Paul [as Saul] was a driven man. We might say driven by fear and rage and a fanatical fundamentalism which caused him to assent to the killing of Christians.

In this, we might say his willpower was strong. But at the same time, he knew that his willpower was wrong. He had conscience problems because that which he was fulfilling by law, was in opposition to that which was obviously right and wrong. “It is hard to kick against the pricks”.

In Romans chapter 7, Paul looks to his inner nature and what transpired there. He found that his willpower was non existent when it came to doing what was right, because there was inner conflict which confused and frustrated his wish to do the right thing. He ended up in a situation devoid of his original right desire, and instead, the one which he did not desire, resulted.

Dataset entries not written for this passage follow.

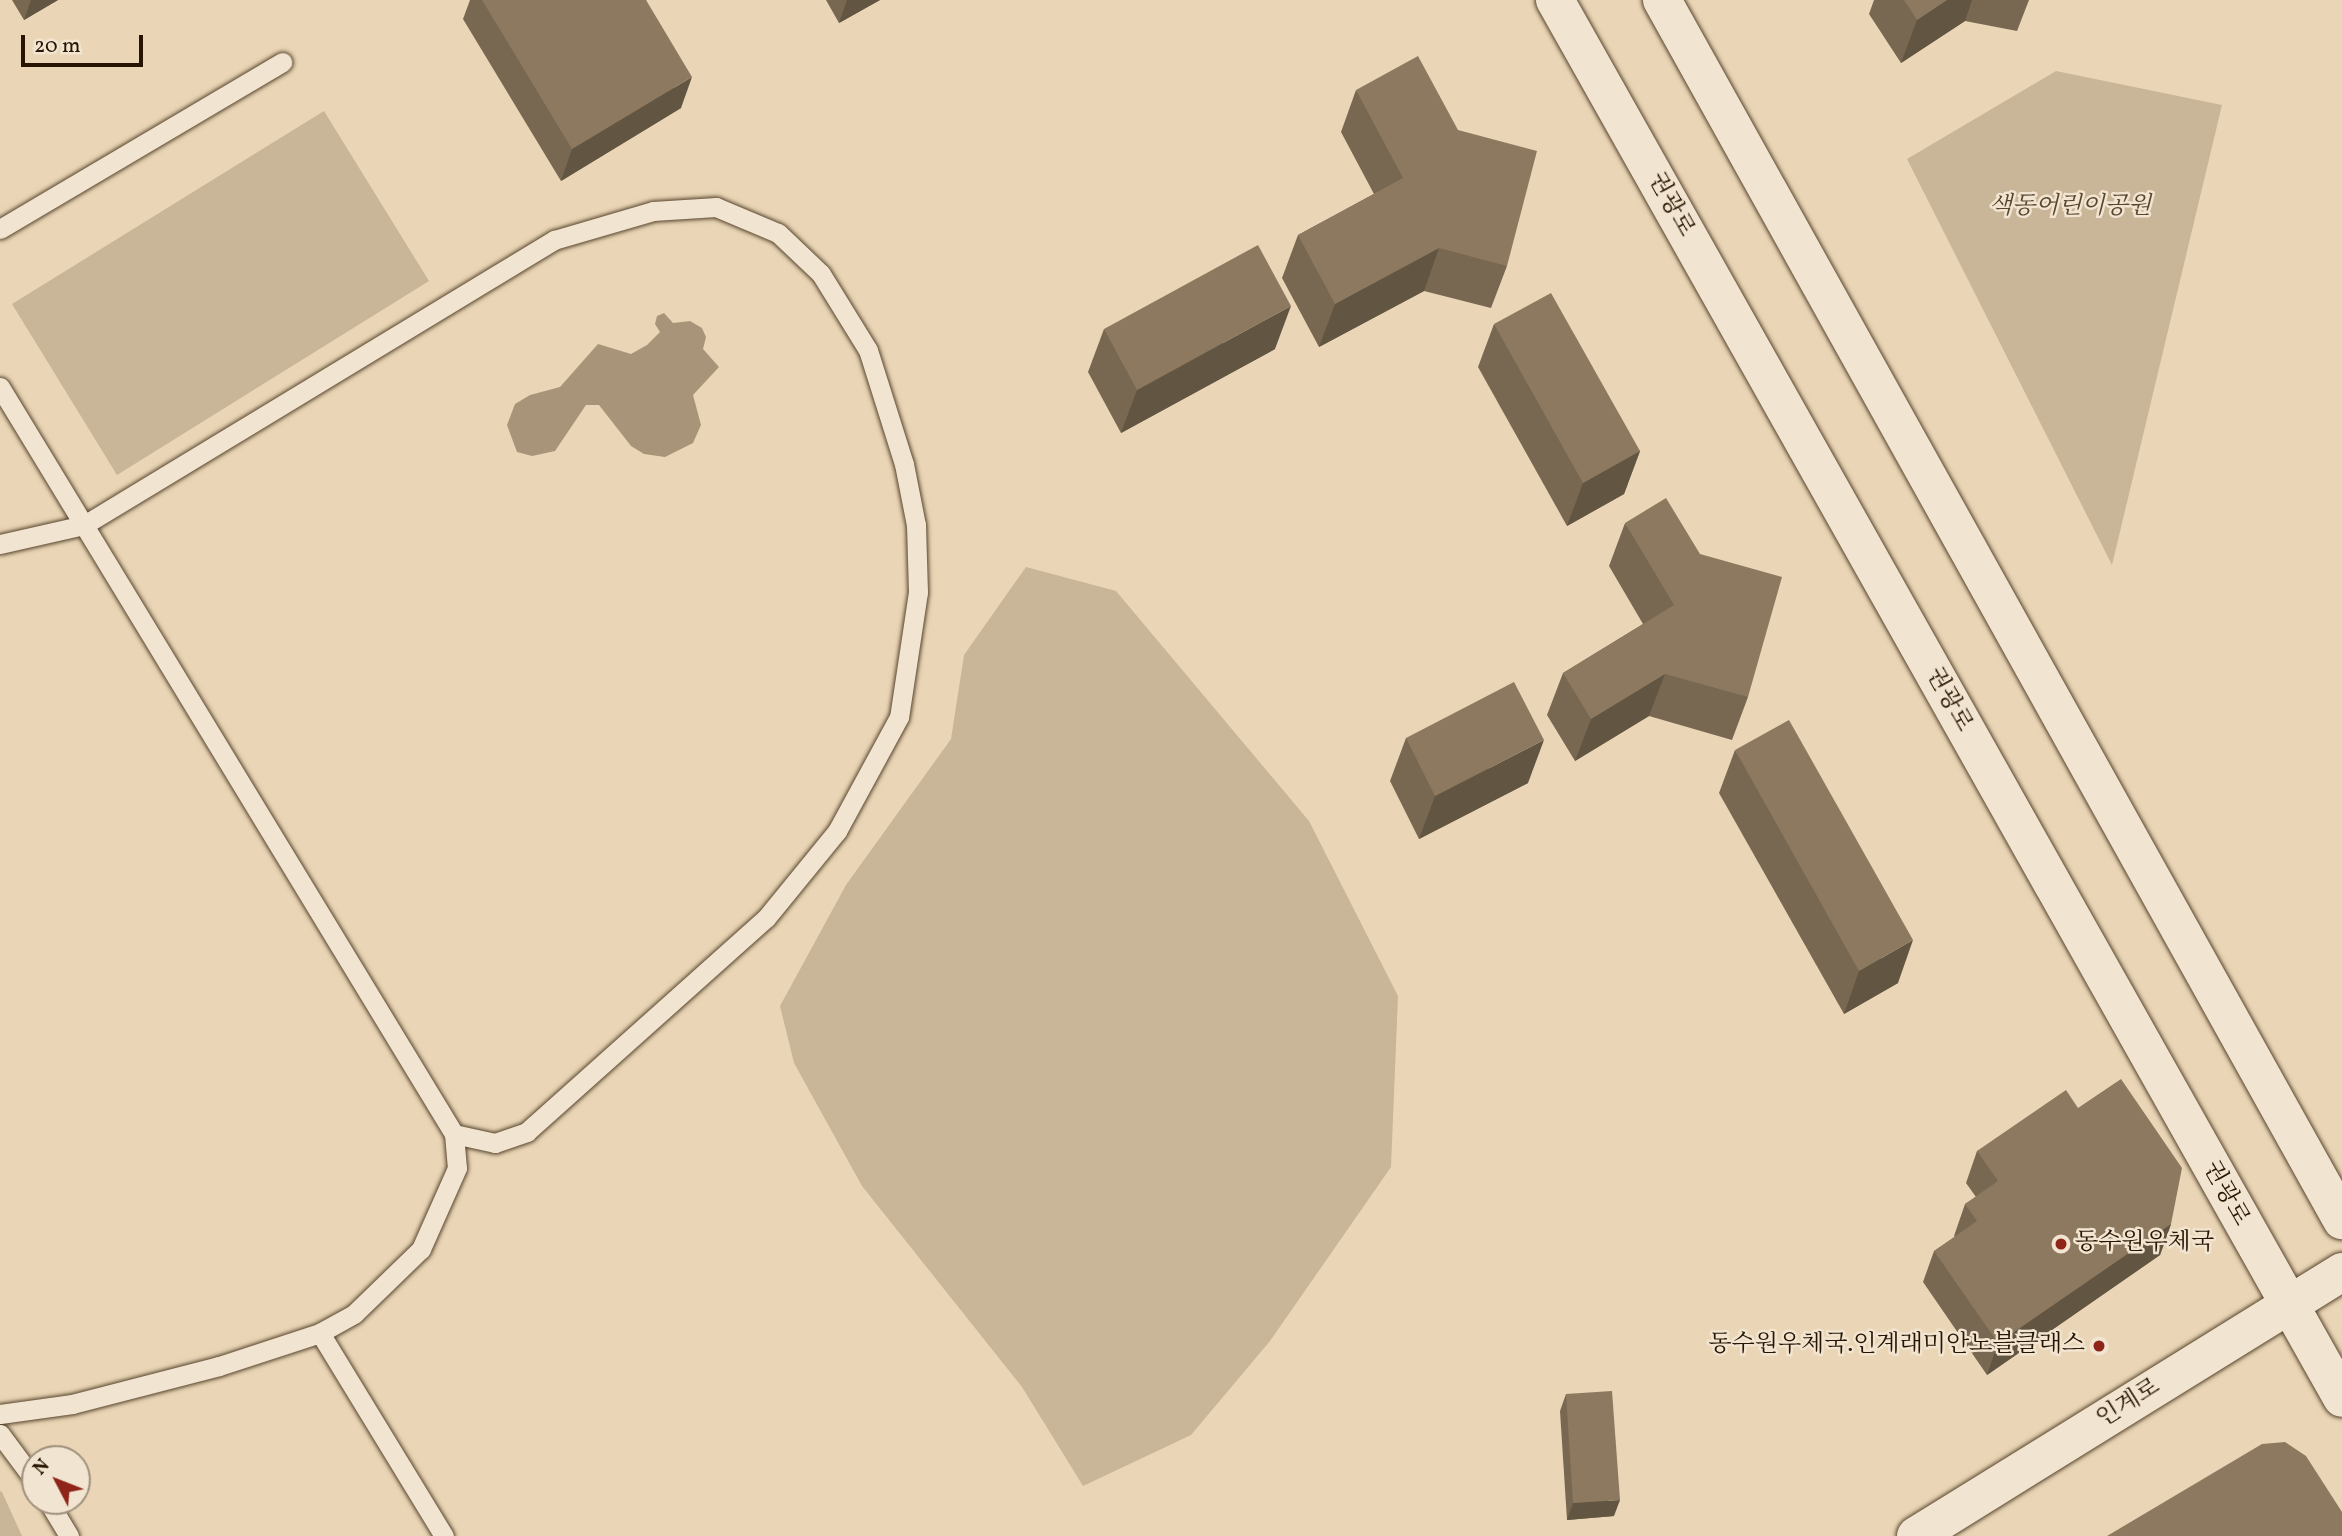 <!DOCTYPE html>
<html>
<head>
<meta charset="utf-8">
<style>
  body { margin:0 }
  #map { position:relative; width:2342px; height:1536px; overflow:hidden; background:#ead6b6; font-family:Vollkorn,"Noto Serif KR",serif }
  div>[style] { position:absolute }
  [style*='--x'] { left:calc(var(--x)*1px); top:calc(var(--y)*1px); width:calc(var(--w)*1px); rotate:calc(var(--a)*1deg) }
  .green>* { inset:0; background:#c9b597 }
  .water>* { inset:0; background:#a89478 }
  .roads { filter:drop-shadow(0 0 2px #58452e) drop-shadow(0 0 2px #58452e) }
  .lane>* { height:19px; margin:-9.5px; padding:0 9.5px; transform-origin:9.5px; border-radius:9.5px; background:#f1e4d0 }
  .secondary>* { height:38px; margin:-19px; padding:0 19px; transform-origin:19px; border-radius:19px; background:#f1e4d0 }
  .wall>* { inset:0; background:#786852 }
  .shaded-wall>* { inset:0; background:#625542 }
  .building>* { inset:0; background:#8c795f }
  .dots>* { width:19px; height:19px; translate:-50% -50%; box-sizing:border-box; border:4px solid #f1e4d0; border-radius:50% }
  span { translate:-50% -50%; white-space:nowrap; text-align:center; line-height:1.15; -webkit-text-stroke:5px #f1e4d0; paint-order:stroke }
  .street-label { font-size:24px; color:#271501 }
  .park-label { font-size:24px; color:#58452e; font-style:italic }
  .poi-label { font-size:24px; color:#271501 }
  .left { translate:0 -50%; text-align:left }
  .right { translate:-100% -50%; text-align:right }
  .north { position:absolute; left:21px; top:1445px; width:70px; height:70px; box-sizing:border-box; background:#f1e4d0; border:2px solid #a0917d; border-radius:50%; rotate:312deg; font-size:19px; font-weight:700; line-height:28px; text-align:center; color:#271501 }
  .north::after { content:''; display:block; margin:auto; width:24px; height:32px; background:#8f2418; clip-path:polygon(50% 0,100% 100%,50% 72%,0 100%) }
  .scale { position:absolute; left:21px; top:35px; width:122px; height:32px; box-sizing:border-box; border:4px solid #271501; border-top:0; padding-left:9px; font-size:21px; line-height:24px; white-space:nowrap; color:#271501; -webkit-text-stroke:5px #f1e4d0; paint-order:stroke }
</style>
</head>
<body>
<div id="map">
  <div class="green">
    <i style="clip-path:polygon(2056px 71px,2222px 105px,2112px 565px,1907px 159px)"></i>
    <i style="clip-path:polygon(324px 111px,429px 281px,117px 475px,12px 304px)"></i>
    <i style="clip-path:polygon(1026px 567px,1116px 591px,1309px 821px,1398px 996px,1391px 1167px,1270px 1341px,1191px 1435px,1083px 1486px,1022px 1387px,862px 1186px,794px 1063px,780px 1006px,846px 885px,951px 739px,964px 655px)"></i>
    <i style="clip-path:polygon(0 1491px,2px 1492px,22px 1536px,0 1536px)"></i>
  </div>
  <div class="water">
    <i style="clip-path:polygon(664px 313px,673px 323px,690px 321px,702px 328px,706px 337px,703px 349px,719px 367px,693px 395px,701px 425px,693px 443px,665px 457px,644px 454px,631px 446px,599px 405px,586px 405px,555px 451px,532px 456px,517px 452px,507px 425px,515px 404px,530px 395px,560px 387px,598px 344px,631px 354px,647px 345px,660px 332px,655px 324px,657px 316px)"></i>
  </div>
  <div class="roads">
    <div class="lane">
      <i style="--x:0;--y:229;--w:328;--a:-30.6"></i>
      <i style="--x:0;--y:387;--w:874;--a:58.71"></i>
      <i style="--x:454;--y:1134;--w:34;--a:85"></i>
      <i style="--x:457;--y:1168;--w:89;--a:114"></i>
      <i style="--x:421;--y:1249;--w:93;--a:135.9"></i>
      <i style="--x:354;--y:1314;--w:39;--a:151"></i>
      <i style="--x:320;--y:1333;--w:238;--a:58.6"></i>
      <i style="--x:0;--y:544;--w:86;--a:-12.7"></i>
      <i style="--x:84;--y:525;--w:550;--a:-31.23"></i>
      <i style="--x:554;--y:240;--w:103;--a:-16.3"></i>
      <i style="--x:653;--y:211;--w:63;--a:-3.6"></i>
      <i style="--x:716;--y:207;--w:67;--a:22.8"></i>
      <i style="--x:778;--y:233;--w:59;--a:43.6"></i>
      <i style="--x:821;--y:274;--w:89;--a:58.3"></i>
      <i style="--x:868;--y:350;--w:120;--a:72.5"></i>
      <i style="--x:904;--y:464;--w:62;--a:78.9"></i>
      <i style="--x:916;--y:525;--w:67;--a:88.3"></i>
      <i style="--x:918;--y:592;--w:126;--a:98.6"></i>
      <i style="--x:899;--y:717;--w:130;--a:118.5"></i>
      <i style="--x:837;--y:831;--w:112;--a:129.2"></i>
      <i style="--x:766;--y:918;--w:321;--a:138.2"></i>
      <i style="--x:527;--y:1132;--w:34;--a:161"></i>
      <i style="--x:495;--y:1143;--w:42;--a:-167.6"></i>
      <i style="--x:0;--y:1414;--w:73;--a:-7.9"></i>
      <i style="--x:72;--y:1404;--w:152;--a:-14.5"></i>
      <i style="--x:219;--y:1366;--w:106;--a:-18.1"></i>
      <i style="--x:0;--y:1434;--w:59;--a:53.3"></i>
      <i style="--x:48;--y:1501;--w:41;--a:59"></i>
    </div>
    <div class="secondary">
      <i style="--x:1555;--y:0;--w:1604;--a:60.62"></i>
      <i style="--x:1662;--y:0;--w:1397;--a:60.87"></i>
      <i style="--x:1916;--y:1536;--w:501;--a:-31.79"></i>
    </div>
  </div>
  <div class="wall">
    <i style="clip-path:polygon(12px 0,58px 0,24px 20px)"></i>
    <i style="clip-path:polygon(470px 0,646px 0,681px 108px,561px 181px,463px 19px)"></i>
    <i style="clip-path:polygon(826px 0,880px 0,839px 23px)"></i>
    <i style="clip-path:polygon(1874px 0,2029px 0,2017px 31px,1965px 21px,1901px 63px,1869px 14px)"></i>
    <i style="clip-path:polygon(1356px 90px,1507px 266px,1491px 308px,1424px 291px,1319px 347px,1282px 278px,1298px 235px,1374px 194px,1341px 132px)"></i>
    <i style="clip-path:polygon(1494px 324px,1640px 451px,1624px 494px,1567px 526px,1478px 367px)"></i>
    <i style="clip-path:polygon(1104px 329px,1275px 349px,1121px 433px,1088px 372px)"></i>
    <i style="clip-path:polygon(1625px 523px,1748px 697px,1732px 740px,1649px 716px,1575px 761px,1547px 715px,1563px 673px,1643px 624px,1609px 566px)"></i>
    <i style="clip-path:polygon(1406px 738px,1528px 783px,1419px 839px,1390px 781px)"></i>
    <i style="clip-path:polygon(1735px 750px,1898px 983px,1844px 1014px,1719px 793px)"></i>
    <i style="clip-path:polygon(2078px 1108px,2171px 1224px,2160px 1255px,1987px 1375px,1923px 1282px,1934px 1251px,1955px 1237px,1954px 1236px,1965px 1204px,1976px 1197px,1966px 1183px,1977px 1151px)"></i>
    <i style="clip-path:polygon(1566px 1394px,1614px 1516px,1567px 1520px,1560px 1411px)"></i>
  </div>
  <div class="shaded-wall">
    <i style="clip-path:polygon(31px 0,58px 0,24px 20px)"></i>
    <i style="clip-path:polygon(847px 0,880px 0,839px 23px)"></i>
    <i style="clip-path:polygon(1947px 0,1972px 0,1965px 21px,1901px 63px,1917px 20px)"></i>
    <i style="clip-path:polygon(692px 77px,681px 108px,561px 181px,572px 149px)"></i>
    <i style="clip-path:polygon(1439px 248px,1424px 291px,1319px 347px,1335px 304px)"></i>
    <i style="clip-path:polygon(1291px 306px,1275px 349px,1121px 433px,1137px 390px)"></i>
    <i style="clip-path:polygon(1640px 451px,1624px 494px,1567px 526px,1583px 483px)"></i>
    <i style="clip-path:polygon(1665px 674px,1649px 716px,1575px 761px,1591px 719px)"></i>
    <i style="clip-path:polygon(1544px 740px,1528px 783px,1419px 839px,1435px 796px)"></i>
    <i style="clip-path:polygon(1913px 940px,1898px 983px,1844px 1014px,1859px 971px)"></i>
    <i style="clip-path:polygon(2171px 1224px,2160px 1255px,1987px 1375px,1998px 1343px)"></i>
    <i style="clip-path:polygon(1620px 1500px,1614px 1516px,1567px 1520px,1573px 1503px)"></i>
  </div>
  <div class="building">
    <i style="clip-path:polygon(482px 0,646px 0,692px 77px,572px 149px)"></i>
    <i style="clip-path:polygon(1904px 0,1947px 0,1917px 20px)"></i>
    <i style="clip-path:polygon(1418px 56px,1458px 130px,1537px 151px,1507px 266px,1439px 248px,1335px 304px,1298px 235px,1403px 178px,1356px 90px)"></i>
    <i style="clip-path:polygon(1258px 245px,1291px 306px,1137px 390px,1104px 329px)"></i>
    <i style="clip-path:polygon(1551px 293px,1640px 451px,1583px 483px,1494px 324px)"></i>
    <i style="clip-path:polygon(1666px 498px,1700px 554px,1782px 577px,1748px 697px,1665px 674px,1591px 719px,1563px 673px,1674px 605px,1625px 523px)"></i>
    <i style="clip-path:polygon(1514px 682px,1544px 740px,1435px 796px,1406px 738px)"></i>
    <i style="clip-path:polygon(1789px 720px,1913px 940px,1859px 971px,1735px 750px)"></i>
    <i style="clip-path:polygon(2121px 1079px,2182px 1168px,2171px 1224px,1998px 1343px,1934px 1251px,1977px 1221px,1965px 1204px,1998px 1181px,1977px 1151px,2066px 1090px,2078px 1108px)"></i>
    <i style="clip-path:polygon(1612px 1391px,1620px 1500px,1573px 1503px,1566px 1394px)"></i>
    <i style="clip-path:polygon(2285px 1442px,2306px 1456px,2342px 1512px,2342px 1536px,2107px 1536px,2262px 1444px)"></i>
  </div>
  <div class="dots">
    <i style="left:2061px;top:1244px;background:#8f2418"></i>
    <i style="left:2099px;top:1346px;background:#8f2418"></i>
  </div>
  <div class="street-label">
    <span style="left:1670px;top:205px;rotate:61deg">권광로</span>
    <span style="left:1948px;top:700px;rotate:61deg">권광로</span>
    <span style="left:2225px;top:1194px;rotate:61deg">권광로</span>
    <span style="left:2129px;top:1404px;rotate:-32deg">인계로</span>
  </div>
  <div class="park-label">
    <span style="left:2070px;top:208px">색동어린이공원</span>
  </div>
  <div class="poi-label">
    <span class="left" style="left:2075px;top:1244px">동수원우체국</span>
    <span class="right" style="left:2085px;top:1346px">동수원우체국.인계래미안노블클래스</span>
  </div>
  <div class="north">N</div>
  <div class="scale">20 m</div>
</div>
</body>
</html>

He was driven by his captivity to the law, which, in turn, captivated him to the will of his flesh, so he could not deliver the demands of the moral law, but only the executive law, the law which represented the “wrath of God”. His agreement with the whole of the law was his wish; he was consentual to its requirement, but he could only enact and represent the condemnation of the law and not the mercy of the law.

He knew that this was wrong, and he was torn apart inside by the conflict caused by what the law required on the one hand, and what he was capable of delivering, on the other. He was living with the wrath of God, and so was a wretched man.

This defeated man whose willpower was reduced to wishful thinking, and whose actions were in slavery to his reactive flesh, reactive to law because of the condemnation of the law, found new direction when he was revived to life through the revelation of Jesus. His tortured spirit was set free from its prison of  futility fear and death.

His willpower which was in captivity to his flesh, in captivity to sin, was now given a new direction. He was empowered by the Spirit to enact the willpower of God, to represent God in all that he was, did, and said. His will was now singularly set on that which engaged with and fulfilled, the will of the Spirit. He was a driven man again, but this time “He knew the one whom he had believed”. Nothing short of death could prevent him from obeying the Spirit of Jesus which now lived with him and in him. He was now representing on earth, the very person of the Jesus he had come to know.

What caused such a change? It was the Spirit of God, the Holy Spirit, the Comforter, the risen Christ who now walked with him. We can do nothing of ourselves. We need to know this same Spirit that changed Paul’s life, that became his life, and who can change us also.